Nagehan Alçı'nın, "Arda Turan ve kadına şiddet" başlığıyla (28 Mart 2018) yayımlanan yazısının ilgili bölümü şöyle:
Üzerimizi kalın bir örtü gibi kaplayan, nefes almamızı engelleyen, damarlarımızı tıkayan bir numaralı sorun “kadına bakış” sorunu. Kim ne derse desin, bu ülkenin en derin yarası bu. Katman katman bir yara.
Üst katmanları teşhis etmek kolay. Acı ama kolay.

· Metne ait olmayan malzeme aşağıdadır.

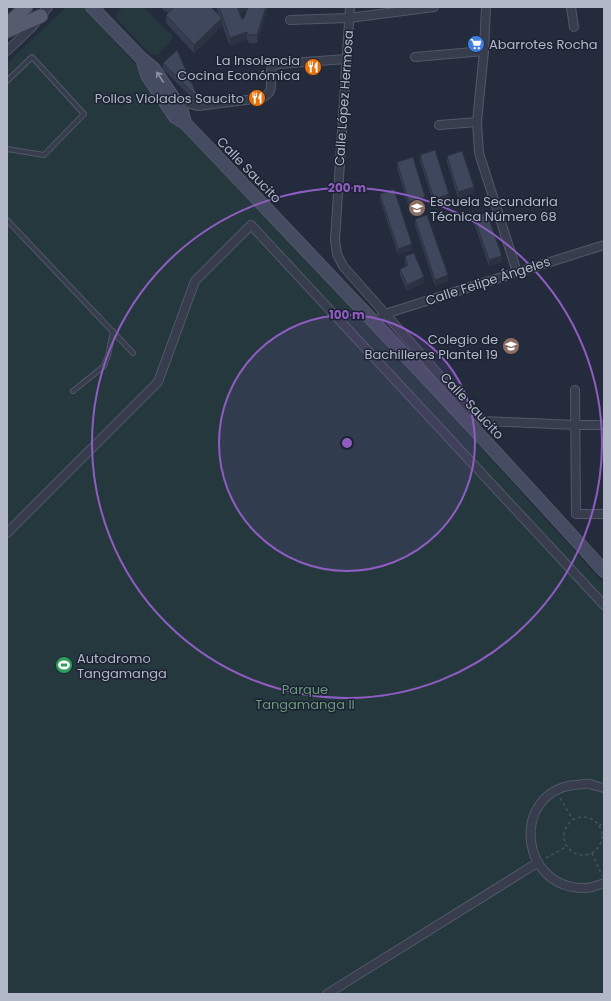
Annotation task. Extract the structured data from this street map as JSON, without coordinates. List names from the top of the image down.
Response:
{
  "streets": {
    "street": ["Calle López Hermosa", "Calle Saucito", "Calle Felipe Ángeles"]
  },
  "crossings": [
    ["Calle López Hermosa", "Calle Saucito"],
    ["Calle López Hermosa", "Calle Felipe Ángeles"],
    ["Calle Saucito", "Calle Felipe Ángeles"]
  ],
  "parks": ["Parque Tangamanga II"],
  "places": {
    "supermarket": ["Abarrotes Rocha"],
    "restaurant": ["La Insolencia Cocina Económica", "Pollos Violados Saucito"],
    "school or university": ["Escuela Secundaria Técnica Número 68", "Colegio de Bachilleres Plantel 19"],
    "sports": ["Autodromo Tangamanga"]
  },
  "rings": ["200 m", "100 m"]
}
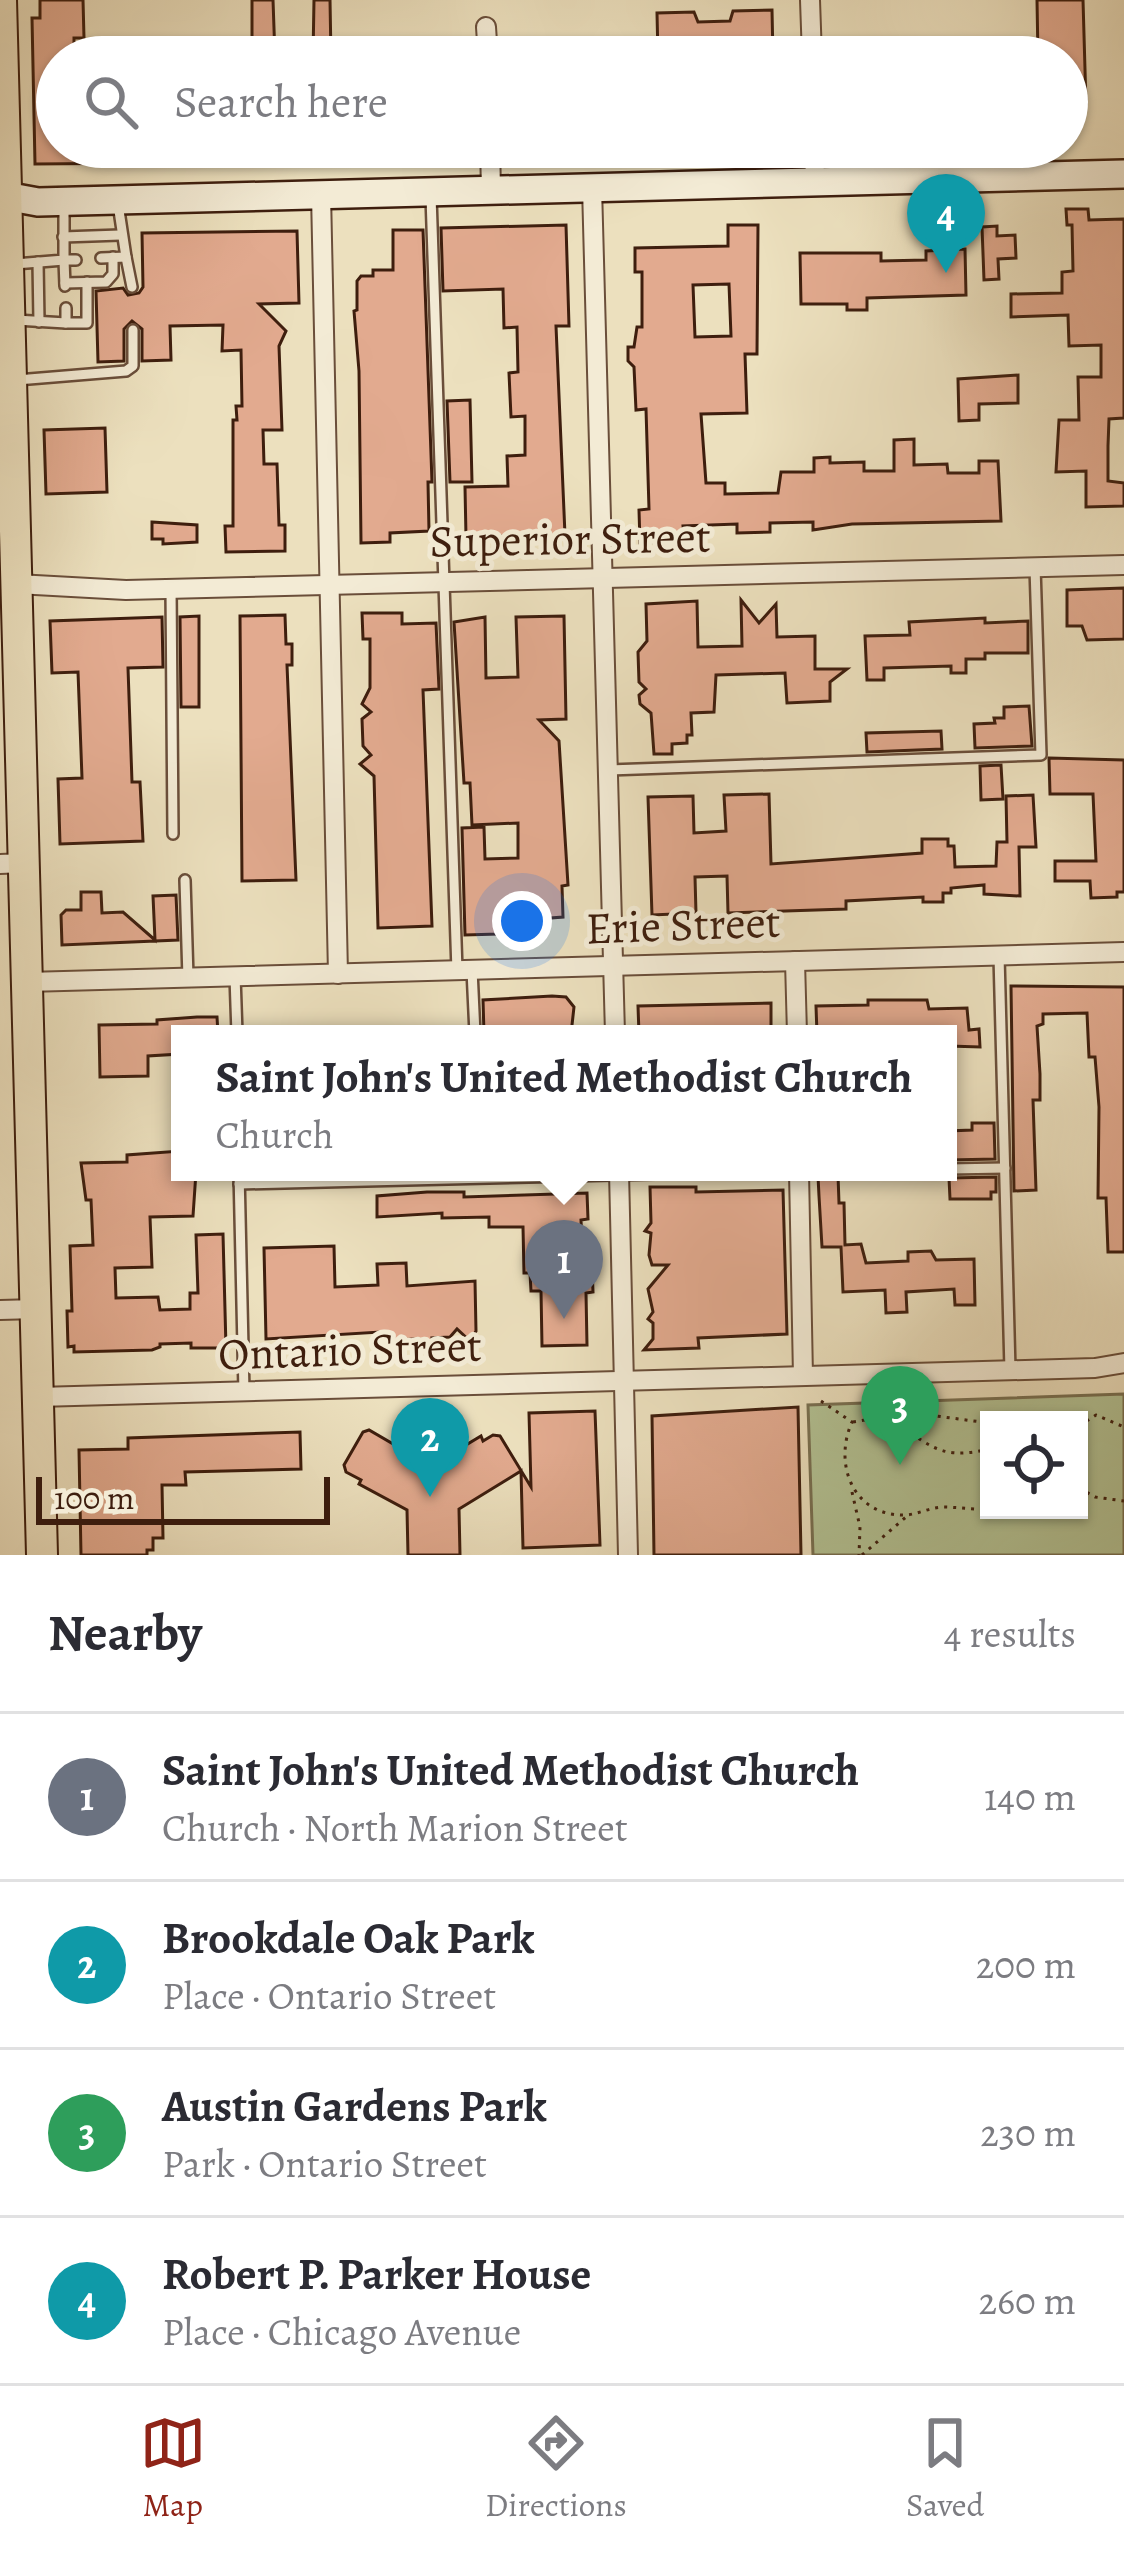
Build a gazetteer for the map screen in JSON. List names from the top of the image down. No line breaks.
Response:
{"streets":{"street":["Superior Street","Erie Street","Ontario Street"]},"scale_bar":"100 m","page":{"search":"Search here","pins":["4","1","3","2"],"popup":["Saint John's United Methodist Church","Church"],"scale":"100 m","heading":["Nearby","4 results"],"list":[{"mark":"1","name":"Saint John's United Methodist Church","note":"Church · North Marion Street","value":"140 m"},{"mark":"2","name":"Brookdale Oak Park","note":"Place · Ontario Street","value":"200 m"},{"mark":"3","name":"Austin Gardens Park","note":"Park · Ontario Street","value":"230 m"},{"mark":"4","name":"Robert P. Parker House","note":"Place · Chicago Avenue","value":"260 m"}],"nav":["Map","Directions","Saved"]}}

Kadına karşı şiddet haberlerini tıklayın, orada her gün görürsünüz. Karısını döven, bıçaklayan, öldüren erkekler... Hep de bir bahanesi olan erkekler: Kıskançlık, işsizlik, bunalım...
Amaa... Daha aşağı katmanlara doğru gittikçe... Üstteki yaranın iyileşmesine engel olan o alttaki tabakalara... O devamlı kanayan ama üzerinde başka şeyler olduğu için görünmeyen sinsi kısma...
Ah orayı bütün çıplaklığıyla bir eşeleyebilsek. Erkek bakışının o benmerkezci menzilinde normalleştirdikleriyle, her günkü hayatımıza yavaş yavaş alıştırarak soktuklarıyla yüzleşsek... Bu ülkede kadına karşı şiddetin sadece öldürülen ya da dövülen kadınlarla sınırlı olmadığını görsek... İşte yara esas o zaman iyileşmeye başlayacak!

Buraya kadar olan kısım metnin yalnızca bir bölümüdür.